PROBLEM TO WORK ON: The job is to output each record again, character for character.

DATA FOR THIS TASK Block Start

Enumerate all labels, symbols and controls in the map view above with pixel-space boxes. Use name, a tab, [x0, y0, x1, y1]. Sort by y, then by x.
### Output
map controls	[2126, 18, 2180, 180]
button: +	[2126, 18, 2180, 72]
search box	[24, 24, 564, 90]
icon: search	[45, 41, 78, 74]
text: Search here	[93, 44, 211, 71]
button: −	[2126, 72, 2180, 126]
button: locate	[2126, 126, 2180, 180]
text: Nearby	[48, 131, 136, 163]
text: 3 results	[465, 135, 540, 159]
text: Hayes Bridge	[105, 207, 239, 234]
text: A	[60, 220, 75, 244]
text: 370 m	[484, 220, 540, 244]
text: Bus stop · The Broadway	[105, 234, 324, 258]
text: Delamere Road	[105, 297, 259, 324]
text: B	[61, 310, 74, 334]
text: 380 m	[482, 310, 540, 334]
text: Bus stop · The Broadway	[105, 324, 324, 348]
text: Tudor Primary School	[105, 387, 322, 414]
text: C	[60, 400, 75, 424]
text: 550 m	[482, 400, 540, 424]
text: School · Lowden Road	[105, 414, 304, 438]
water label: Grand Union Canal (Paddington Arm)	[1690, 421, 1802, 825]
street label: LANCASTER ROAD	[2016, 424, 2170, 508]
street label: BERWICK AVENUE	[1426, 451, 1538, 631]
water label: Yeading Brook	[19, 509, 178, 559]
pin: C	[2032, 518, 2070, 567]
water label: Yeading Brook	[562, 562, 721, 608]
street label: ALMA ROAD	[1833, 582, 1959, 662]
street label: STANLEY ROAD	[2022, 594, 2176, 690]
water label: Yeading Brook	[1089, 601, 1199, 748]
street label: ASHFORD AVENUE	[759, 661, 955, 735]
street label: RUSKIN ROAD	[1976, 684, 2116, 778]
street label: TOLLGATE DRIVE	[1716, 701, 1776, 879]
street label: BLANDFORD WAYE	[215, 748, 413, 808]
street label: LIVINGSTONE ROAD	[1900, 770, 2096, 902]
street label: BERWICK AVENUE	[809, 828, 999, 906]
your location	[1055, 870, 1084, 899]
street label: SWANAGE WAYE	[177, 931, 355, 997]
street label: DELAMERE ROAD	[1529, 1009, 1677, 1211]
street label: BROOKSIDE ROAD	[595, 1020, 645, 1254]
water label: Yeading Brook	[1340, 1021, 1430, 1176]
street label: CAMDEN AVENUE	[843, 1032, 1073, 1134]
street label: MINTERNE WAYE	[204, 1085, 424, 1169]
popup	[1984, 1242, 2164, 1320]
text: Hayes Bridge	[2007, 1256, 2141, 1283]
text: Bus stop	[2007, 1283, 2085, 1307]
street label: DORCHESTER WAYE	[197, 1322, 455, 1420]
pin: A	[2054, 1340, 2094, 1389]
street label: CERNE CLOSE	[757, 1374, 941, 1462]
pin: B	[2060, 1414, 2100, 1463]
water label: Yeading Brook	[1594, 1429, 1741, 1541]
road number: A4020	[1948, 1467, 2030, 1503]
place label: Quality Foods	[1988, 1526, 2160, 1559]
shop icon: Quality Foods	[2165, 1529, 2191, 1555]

DATA FOR THIS TASK Block End

RESPONSE TO THE EXERCISE:
Enumerate all labels, symbols and controls in the map view above with pixel-space boxes. Use name, a tab, [x0, y0, x1, y1]. Sort by y, then by x.
### Output
map controls	[2126, 18, 2180, 180]
button: +	[2126, 18, 2180, 72]
search box	[24, 24, 564, 90]
icon: search	[45, 41, 78, 74]
text: Search here	[93, 44, 211, 71]
button: −	[2126, 72, 2180, 126]
button: locate	[2126, 126, 2180, 180]
text: Nearby	[48, 131, 136, 163]
text: 3 results	[465, 135, 540, 159]
text: Hayes Bridge	[105, 207, 239, 234]
text: A	[60, 220, 75, 244]
text: 370 m	[484, 220, 540, 244]
text: Bus stop · The Broadway	[105, 234, 324, 258]
text: Delamere Road	[105, 297, 259, 324]
text: B	[61, 310, 74, 334]
text: 380 m	[482, 310, 540, 334]
text: Bus stop · The Broadway	[105, 324, 324, 348]
text: Tudor Primary School	[105, 387, 322, 414]
text: C	[60, 400, 75, 424]
text: 550 m	[482, 400, 540, 424]
text: School · Lowden Road	[105, 414, 304, 438]
water label: Grand Union Canal (Paddington Arm)	[1690, 421, 1802, 825]
street label: LANCASTER ROAD	[2016, 424, 2170, 508]
street label: BERWICK AVENUE	[1426, 451, 1538, 631]
water label: Yeading Brook	[19, 509, 178, 559]
pin: C	[2032, 518, 2070, 567]
water label: Yeading Brook	[562, 562, 721, 608]
street label: ALMA ROAD	[1833, 582, 1959, 662]
street label: STANLEY ROAD	[2022, 594, 2176, 690]
water label: Yeading Brook	[1089, 601, 1199, 748]
street label: ASHFORD AVENUE	[759, 661, 955, 735]
street label: RUSKIN ROAD	[1976, 684, 2116, 778]
street label: TOLLGATE DRIVE	[1716, 701, 1776, 879]
street label: BLANDFORD WAYE	[215, 748, 413, 808]
street label: LIVINGSTONE ROAD	[1900, 770, 2096, 902]
street label: BERWICK AVENUE	[809, 828, 999, 906]
your location	[1055, 870, 1084, 899]
street label: SWANAGE WAYE	[177, 931, 355, 997]
street label: DELAMERE ROAD	[1529, 1009, 1677, 1211]
street label: BROOKSIDE ROAD	[595, 1020, 645, 1254]
water label: Yeading Brook	[1340, 1021, 1430, 1176]
street label: CAMDEN AVENUE	[843, 1032, 1073, 1134]
street label: MINTERNE WAYE	[204, 1085, 424, 1169]
popup	[1984, 1242, 2164, 1320]
text: Hayes Bridge	[2007, 1256, 2141, 1283]
text: Bus stop	[2007, 1283, 2085, 1307]
street label: DORCHESTER WAYE	[197, 1322, 455, 1420]
pin: A	[2054, 1340, 2094, 1389]
street label: CERNE CLOSE	[757, 1374, 941, 1462]
pin: B	[2060, 1414, 2100, 1463]
water label: Yeading Brook	[1594, 1429, 1741, 1541]
road number: A4020	[1948, 1467, 2030, 1503]
place label: Quality Foods	[1988, 1526, 2160, 1559]
shop icon: Quality Foods	[2165, 1529, 2191, 1555]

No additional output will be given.